Second, all infectious diseases caused by viruses, the virus infects every individual with the disease and the virus is abundant and very active in target tissues during the course of the illness. However, at least 4,621 AIDS cases have been documented since 1984 in which there is no HIV. About one-third of these, 1,691, were recorded in the U.S.; 475 were recorded in Europe and 2,555 in Africa. Since Africa uses only the clinical, rather than the HIV-based AIDS definition, most of these cases were observed there.

Several scientific teams have also documented that, even in those patients who are HIV-infected, the virus is usually totally dormant once immune deficiency is acquired and AIDS appears. Using standard laboratory techniques now available for decades, the active, infectious form of the virus cannot be isolated from the blood or other tissues of most HIV-positive AIDS patients. Even the dormant form of HIV, resting quietly inside infected cells, can be found in only one out of every 1,000 T cells in the patient.

Nor is there a correlation between AIDS and the number of HIV-infected cells. There are, for example, healthy infected individuals with up to 43 times the rate of HIV-infected cells in AIDS patients.

Third, infectious diseases typically follow within days or weeks after infection by viruses, before the immune system has had time to make antibodies against the invader. This is because all viruses, begin replicating in the body within hours after infection and multiply into armies of viruses within days or weeks unless stopped by an antiviral immunity.

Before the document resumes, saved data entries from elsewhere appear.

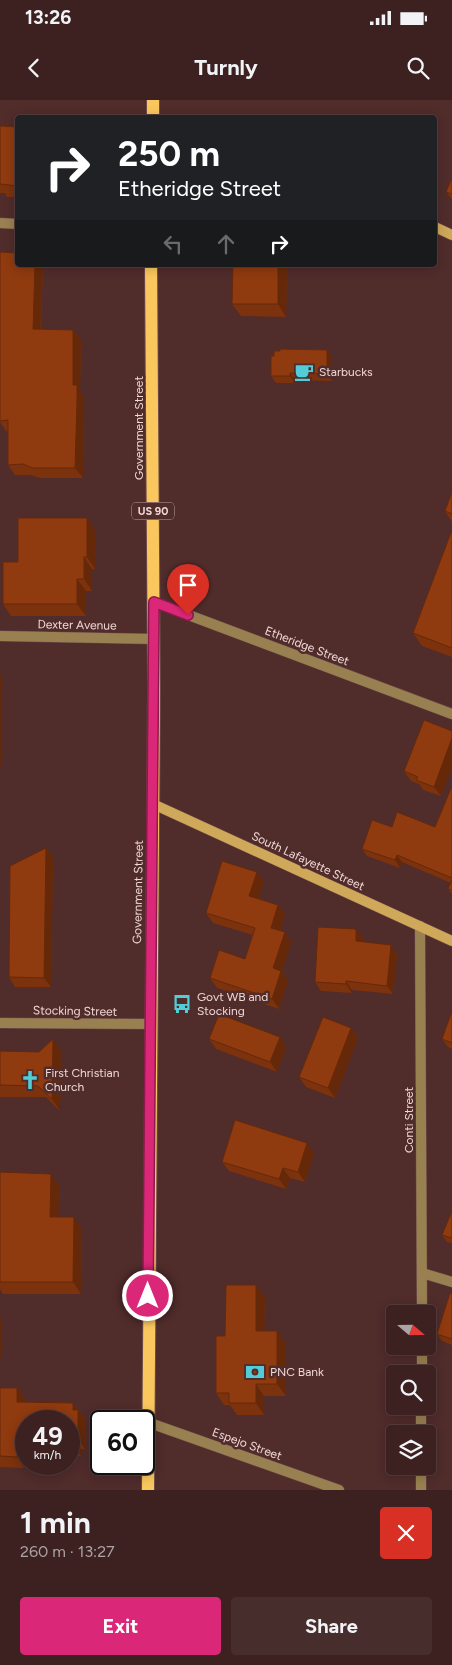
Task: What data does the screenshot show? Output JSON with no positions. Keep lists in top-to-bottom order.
{
  "streets": {
    "main road": ["Government Street", "US 90"],
    "street": [
      "Dexter Avenue",
      "Etheridge Street",
      "South Lafayette Street",
      "Stocking Street",
      "Conti Street",
      "Espejo Street"
    ]
  },
  "crossings": [
    ["Government Street", "Dexter Avenue"],
    ["Government Street", "Etheridge Street"],
    ["Government Street", "South Lafayette Street"],
    ["Government Street", "Stocking Street"],
    ["South Lafayette Street", "Conti Street"]
  ],
  "places": {
    "cafe": ["Starbucks"],
    "bus stop": ["Govt WB and Stocking"],
    "church": ["First Christian Church"],
    "bank": ["PNC Bank"]
  },
  "north": "right",
  "page": {
    "status": "13:26",
    "header": "Turnly",
    "turn": ["250 m", "Etheridge Street"],
    "speed": "49 km/h",
    "limit": "60",
    "heading": ["1 min", "260 m · 13:27"],
    "buttons": ["Exit", "Share"]
  }
}
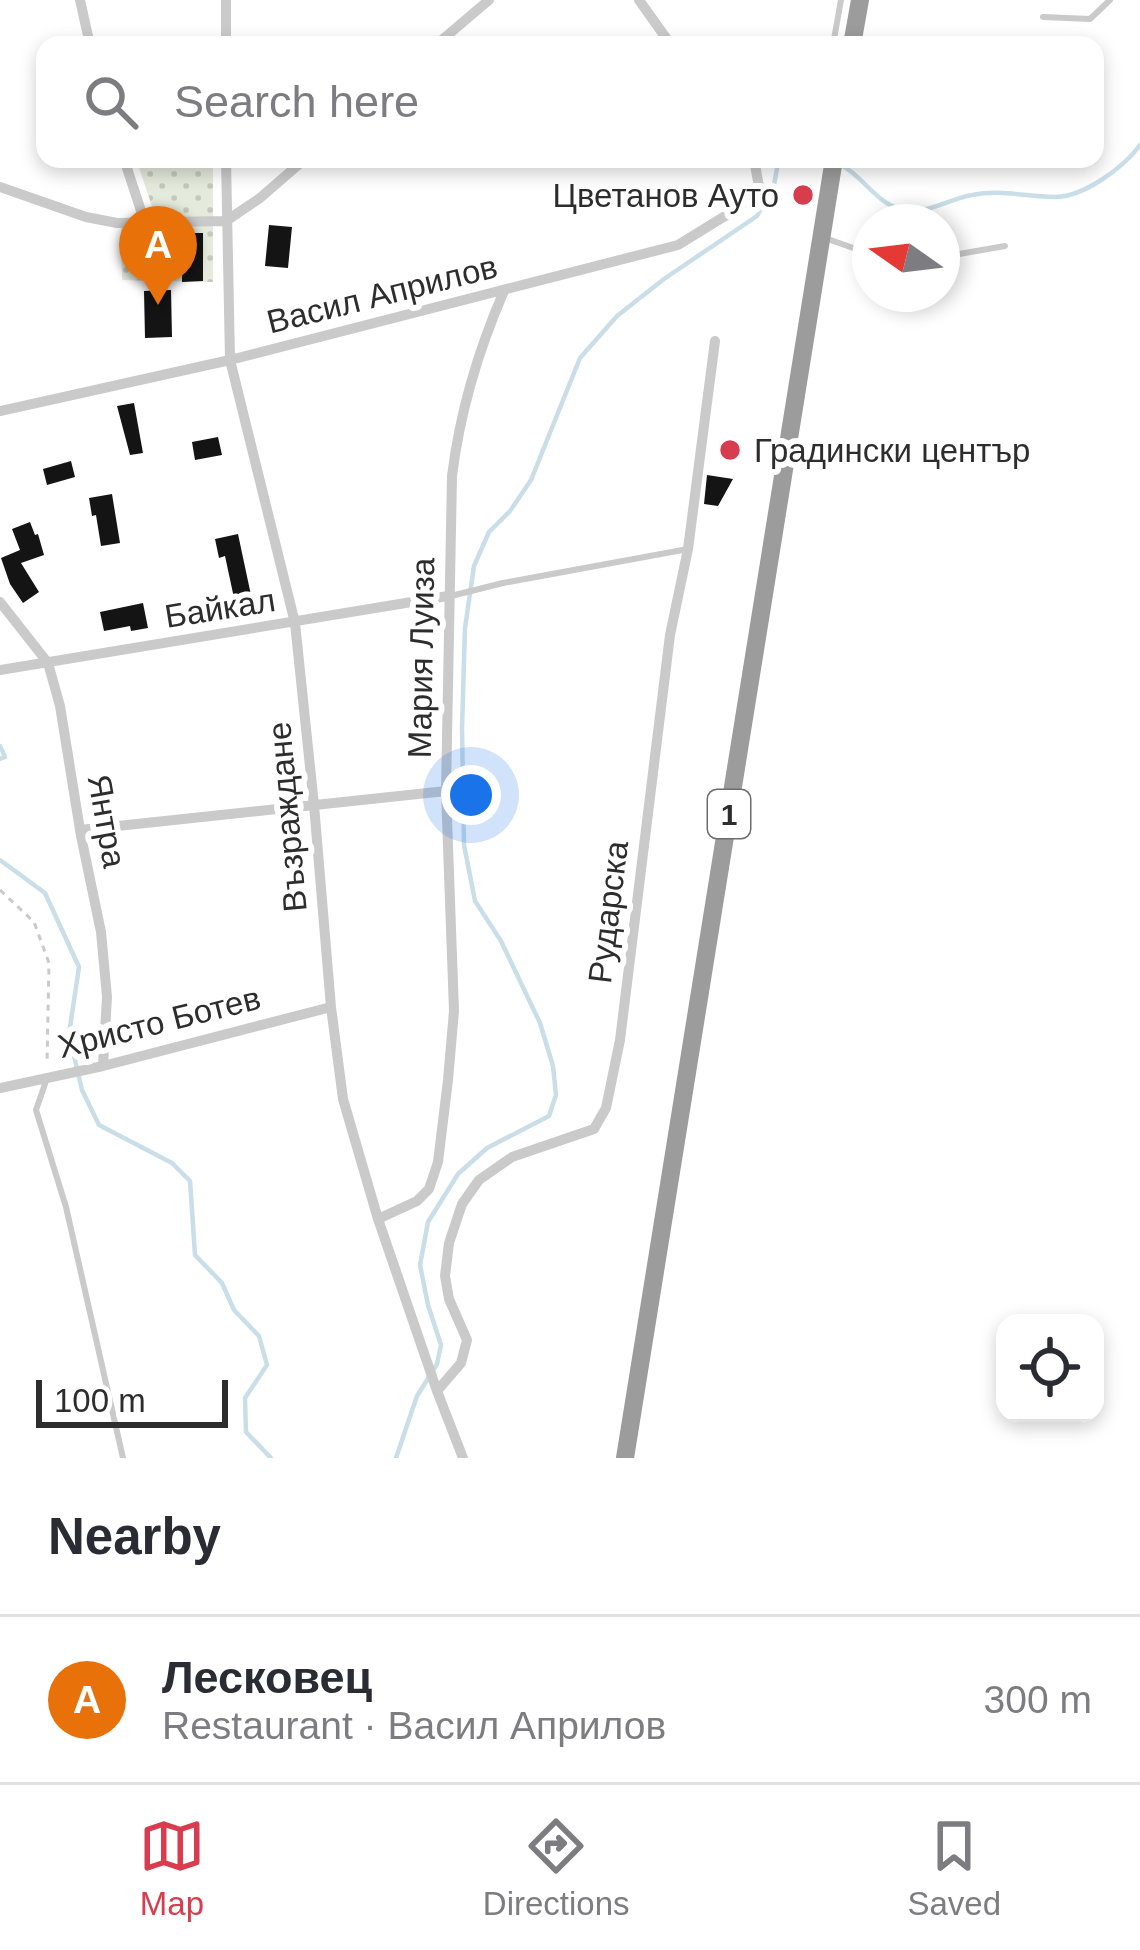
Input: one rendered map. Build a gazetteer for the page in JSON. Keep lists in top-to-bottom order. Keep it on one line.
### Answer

As a rule, viruses strike quickly or not at all. Although it has become fashionable among many scientists to believe in special "slow viruses," or lentiviruses, which are said to take months or years to multiply, such viruses have never actually been found.

In those HIV-positive people who eventually develop AIDS, the syndrome appears only after unpredictable "latent periods" averaging about 10 Years. When HIV first infects a person, it can reach moderately high concentrations in the blood - yet AIDS never shows up at that time and T cell levels remain normal. Within days or weeks, the immune system makes antibodies against HIV, and the virus quickly disappears, from the blood. Years later, if AIDS shows up at all, the virus rarely comes back to life and multiplies again.

In other words, AIDS never strikes a patient until years after the active virus has been permanently eliminated from the body. This strongly suggests that AIDS is caused by something else.

As an alternative to the HIV explanation, I suggest that AIDS in America and Europe is caused by the long-term use of recreational drugs and by the toxic effects of anti-HIV treatments and that African AIDS is an unrelated epidemic caused by malnutrition, parasitic infections and poor sanitation.

Indeed, AIDS in America and Europe fits all classical criteria of a drug-induced disease syndrome. Part of the evidence for this hypothesis is that about 30 percent of all American and European AIDS patients are intravenous drug users. This group includes nearly all heterosexuals with AIDS. It also includes 80 percent of America and European babies with AIDS who were drug users before birth because their mothers injected drugs during pregnancy.

Since 1982, virtually 10 percent of homosexual males with AIDS or at risk for AIDS have been long-term users of oral, aphrodisiac drugs, particularly nitrite inhalants that confer euphoria and facilitate anal intercourse. Epidemiological studies from San Francisco and Vancouver, British Columbia, have just confirmed, in 1993, that 100 percent of several hundred male homosexuals with AIDS had used multiple recreational drugs. The immunotoxicity of recreational drugs has been documented in the literature since 1909.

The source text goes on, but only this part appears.